## Raw data

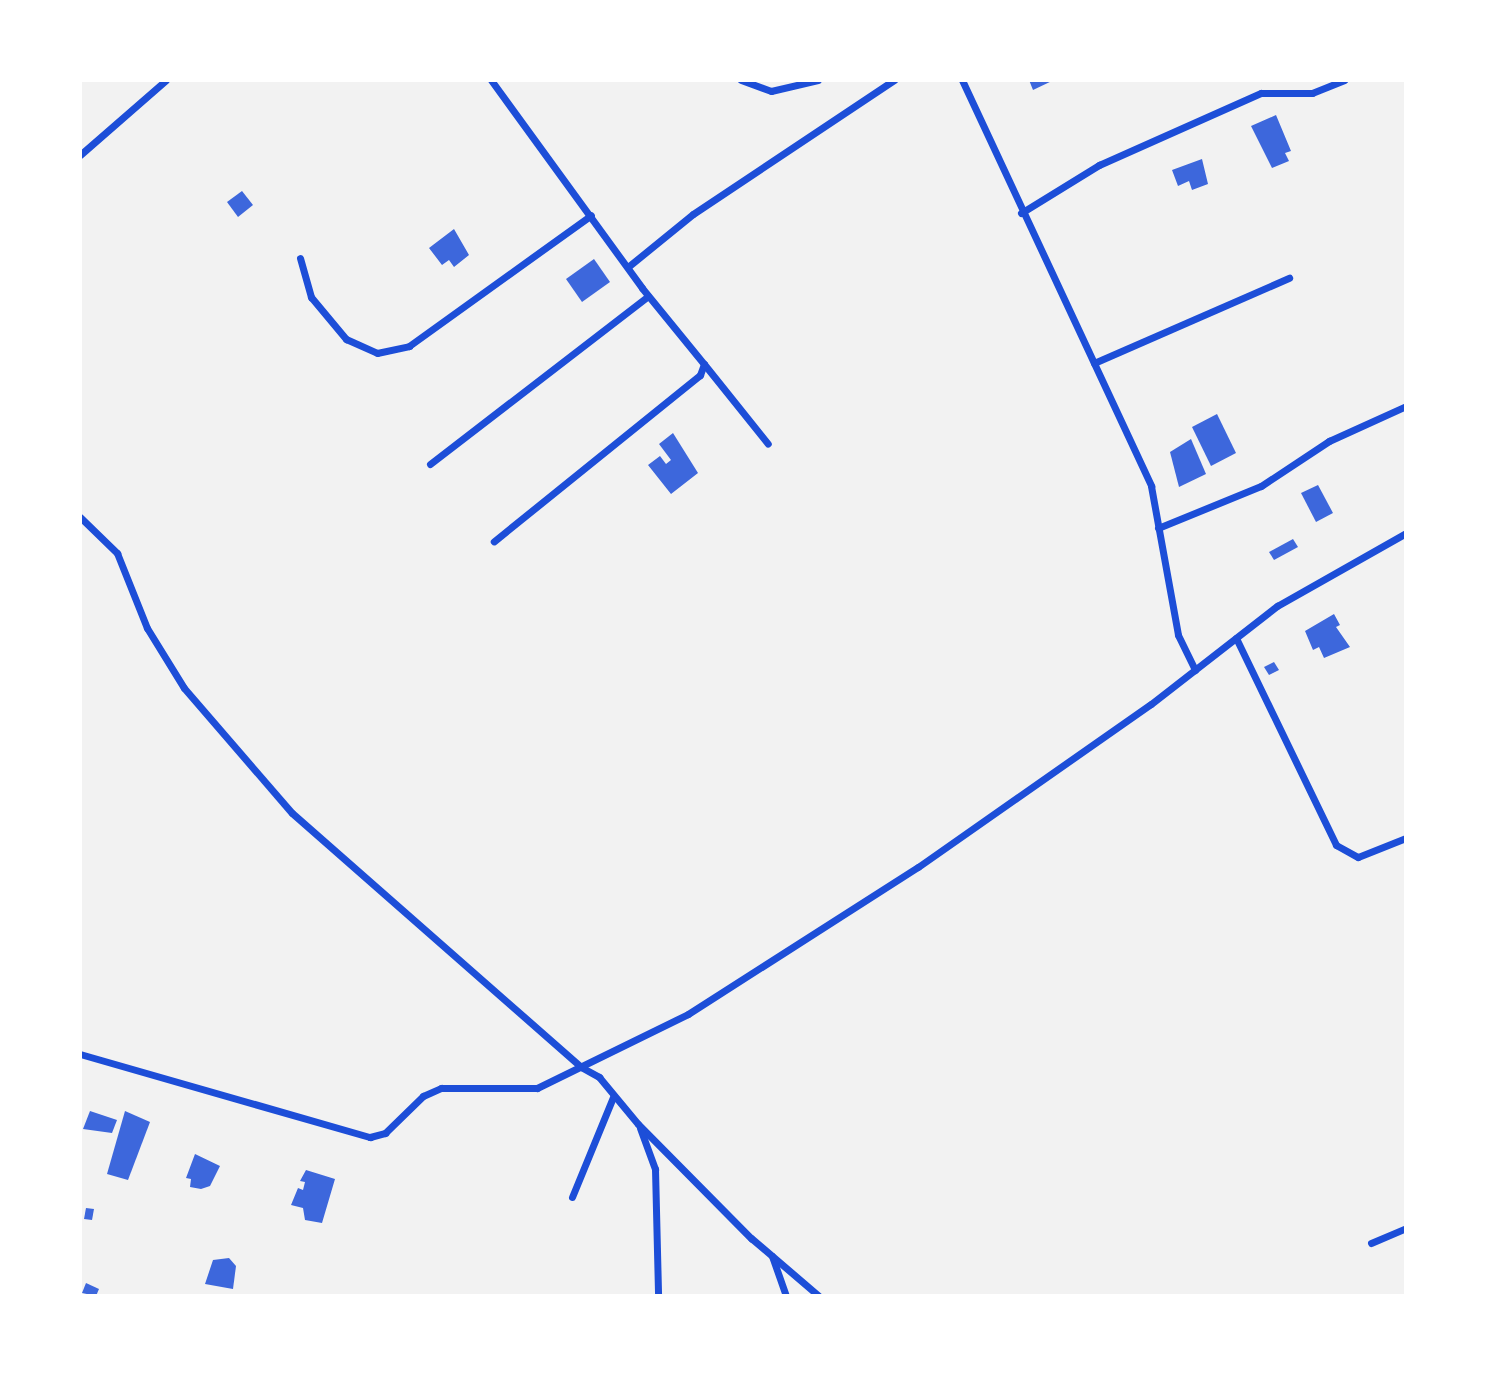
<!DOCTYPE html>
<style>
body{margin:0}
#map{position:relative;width:1486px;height:1376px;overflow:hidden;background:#f2f2f2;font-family:"Roboto Condensed",sans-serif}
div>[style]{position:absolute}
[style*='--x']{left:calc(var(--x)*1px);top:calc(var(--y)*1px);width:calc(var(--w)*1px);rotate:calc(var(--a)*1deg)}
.building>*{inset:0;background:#3d67dc}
.minor>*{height:7px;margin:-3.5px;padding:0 3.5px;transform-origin:3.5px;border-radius:3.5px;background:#1d4ed8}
span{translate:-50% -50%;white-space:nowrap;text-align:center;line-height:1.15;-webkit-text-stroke:5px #fff;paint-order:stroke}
.frame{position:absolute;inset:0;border:82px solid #fff;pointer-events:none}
</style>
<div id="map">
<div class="building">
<div style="clip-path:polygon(1029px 80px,1054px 80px,1033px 90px)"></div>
<div style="clip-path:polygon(1276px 115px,1291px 151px,1285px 153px,1289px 161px,1272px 168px,1251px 126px)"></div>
<div style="clip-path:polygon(1202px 159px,1208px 184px,1192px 190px,1189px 181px,1178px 186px,1172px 170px)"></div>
<div style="clip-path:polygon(242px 191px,253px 205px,238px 217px,227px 202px)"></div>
<div style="clip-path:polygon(454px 229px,469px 255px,454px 267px,449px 260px,442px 265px,429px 248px)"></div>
<div style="clip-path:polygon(594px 259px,610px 282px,582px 302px,566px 279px)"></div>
<div style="clip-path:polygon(1217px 414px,1236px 453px,1211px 466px,1192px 427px)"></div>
<div style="clip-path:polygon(673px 433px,698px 473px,671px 494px,648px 465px,660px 456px,666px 464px,671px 460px,659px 444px)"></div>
<div style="clip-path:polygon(1191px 439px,1206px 474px,1179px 487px,1170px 452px)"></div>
<div style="clip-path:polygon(1318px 485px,1333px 513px,1316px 522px,1301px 493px)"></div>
<div style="clip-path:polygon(1293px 539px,1298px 547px,1274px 560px,1269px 552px)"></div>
<div style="clip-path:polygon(1334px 614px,1340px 625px,1336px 627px,1350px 647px,1324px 658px,1319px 647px,1313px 650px,1305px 631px)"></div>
<div style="clip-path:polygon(1274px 662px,1279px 670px,1269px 675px,1264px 667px)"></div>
<div style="clip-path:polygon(90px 1111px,117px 1120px,112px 1133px,83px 1129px)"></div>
<div style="clip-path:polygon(125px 1111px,150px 1122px,128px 1180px,107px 1174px)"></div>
<div style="clip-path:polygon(195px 1154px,220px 1166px,210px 1186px,201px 1189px,190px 1187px,191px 1179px,186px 1178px)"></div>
<div style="clip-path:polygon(306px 1170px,335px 1179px,322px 1223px,305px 1220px,303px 1208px,291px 1205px,298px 1188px,303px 1190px,305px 1182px,300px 1181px)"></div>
<div style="clip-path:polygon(86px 1208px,94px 1209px,92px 1220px,84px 1219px)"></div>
<div style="clip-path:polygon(229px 1258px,236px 1266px,233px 1289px,205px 1284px,213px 1260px)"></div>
<div style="clip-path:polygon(86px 1283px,99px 1289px,96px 1296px,82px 1293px)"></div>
</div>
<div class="minor">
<div style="--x:491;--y:80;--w:257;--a:54"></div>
<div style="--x:642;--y:288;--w:98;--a:50.8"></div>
<div style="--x:704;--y:364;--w:12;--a:110"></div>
<div style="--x:700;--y:375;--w:265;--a:141.1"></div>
<div style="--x:741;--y:80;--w:32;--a:20"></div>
<div style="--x:771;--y:91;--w:48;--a:-13.2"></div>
<div style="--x:962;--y:80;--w:448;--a:65"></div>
<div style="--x:1151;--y:486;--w:151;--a:79.7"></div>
<div style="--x:1178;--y:635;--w:39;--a:64"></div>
<div style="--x:80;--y:155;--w:114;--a:-41.1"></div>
<div style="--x:1021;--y:213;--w:92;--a:-31.6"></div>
<div style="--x:1099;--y:165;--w:177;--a:-24"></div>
<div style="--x:1261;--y:93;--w:51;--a:0"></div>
<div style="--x:1312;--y:93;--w:35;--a:-22"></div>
<div style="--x:300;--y:258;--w:41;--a:74.2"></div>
<div style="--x:311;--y:297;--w:55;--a:50.2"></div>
<div style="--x:346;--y:339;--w:34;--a:24"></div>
<div style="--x:377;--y:353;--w:33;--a:-12"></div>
<div style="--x:409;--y:346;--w:224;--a:-35.7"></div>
<div style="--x:629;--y:266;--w:82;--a:-39.1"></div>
<div style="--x:693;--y:214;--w:242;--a:-33.7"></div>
<div style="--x:1094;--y:363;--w:213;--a:-23.6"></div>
<div style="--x:704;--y:364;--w:102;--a:51.3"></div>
<div style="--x:430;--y:464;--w:275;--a:-37.6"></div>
<div style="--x:80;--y:517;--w:52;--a:44.2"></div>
<div style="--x:117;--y:553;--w:81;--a:68.2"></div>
<div style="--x:147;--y:628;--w:70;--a:58.3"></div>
<div style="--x:184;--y:688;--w:165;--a:49.2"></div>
<div style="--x:292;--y:813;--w:385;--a:41.3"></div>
<div style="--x:581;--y:1067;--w:21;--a:29"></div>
<div style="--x:599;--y:1077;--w:61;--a:50.3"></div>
<div style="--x:638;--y:1124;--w:161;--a:45.3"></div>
<div style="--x:751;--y:1238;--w:89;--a:40.5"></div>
<div style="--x:1158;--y:528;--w:111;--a:-22.2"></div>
<div style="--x:1261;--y:486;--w:82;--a:-33.5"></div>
<div style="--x:1329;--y:441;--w:85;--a:-24.4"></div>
<div style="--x:1236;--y:638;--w:230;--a:64.2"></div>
<div style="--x:1336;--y:845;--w:25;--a:29"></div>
<div style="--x:1358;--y:857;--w:52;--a:-21.6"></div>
<div style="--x:80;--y:1054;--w:302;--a:16"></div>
<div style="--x:370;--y:1137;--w:16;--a:-15"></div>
<div style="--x:385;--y:1133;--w:53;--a:-44.2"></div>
<div style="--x:423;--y:1096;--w:20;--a:-24"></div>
<div style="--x:441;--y:1088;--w:96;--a:0"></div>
<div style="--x:537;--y:1088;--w:168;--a:-26.1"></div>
<div style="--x:688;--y:1014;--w:273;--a:-32.6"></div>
<div style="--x:918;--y:867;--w:284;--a:-35"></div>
<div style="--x:1151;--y:704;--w:160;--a:-37.9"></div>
<div style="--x:1277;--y:606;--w:148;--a:-29.5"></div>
<div style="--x:640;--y:1128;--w:44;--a:69.9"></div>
<div style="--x:655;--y:1169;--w:127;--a:88.6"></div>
<div style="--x:572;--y:1197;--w:108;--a:-67.7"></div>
<div style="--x:1371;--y:1243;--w:38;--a:-23"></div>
<div style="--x:772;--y:1256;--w:42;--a:70.7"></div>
</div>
<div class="frame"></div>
</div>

## Problem to solve
Each line of the data that has the string "width" should be returned.

## Result of the exercise
#map{position:relative;width:1486px;height:1376px;overflow:hidden;background:#f2f2f2;font-family:"Roboto Condensed",sans-serif}
[style*='--x']{left:calc(var(--x)*1px);top:calc(var(--y)*1px);width:calc(var(--w)*1px);rotate:calc(var(--a)*1deg)}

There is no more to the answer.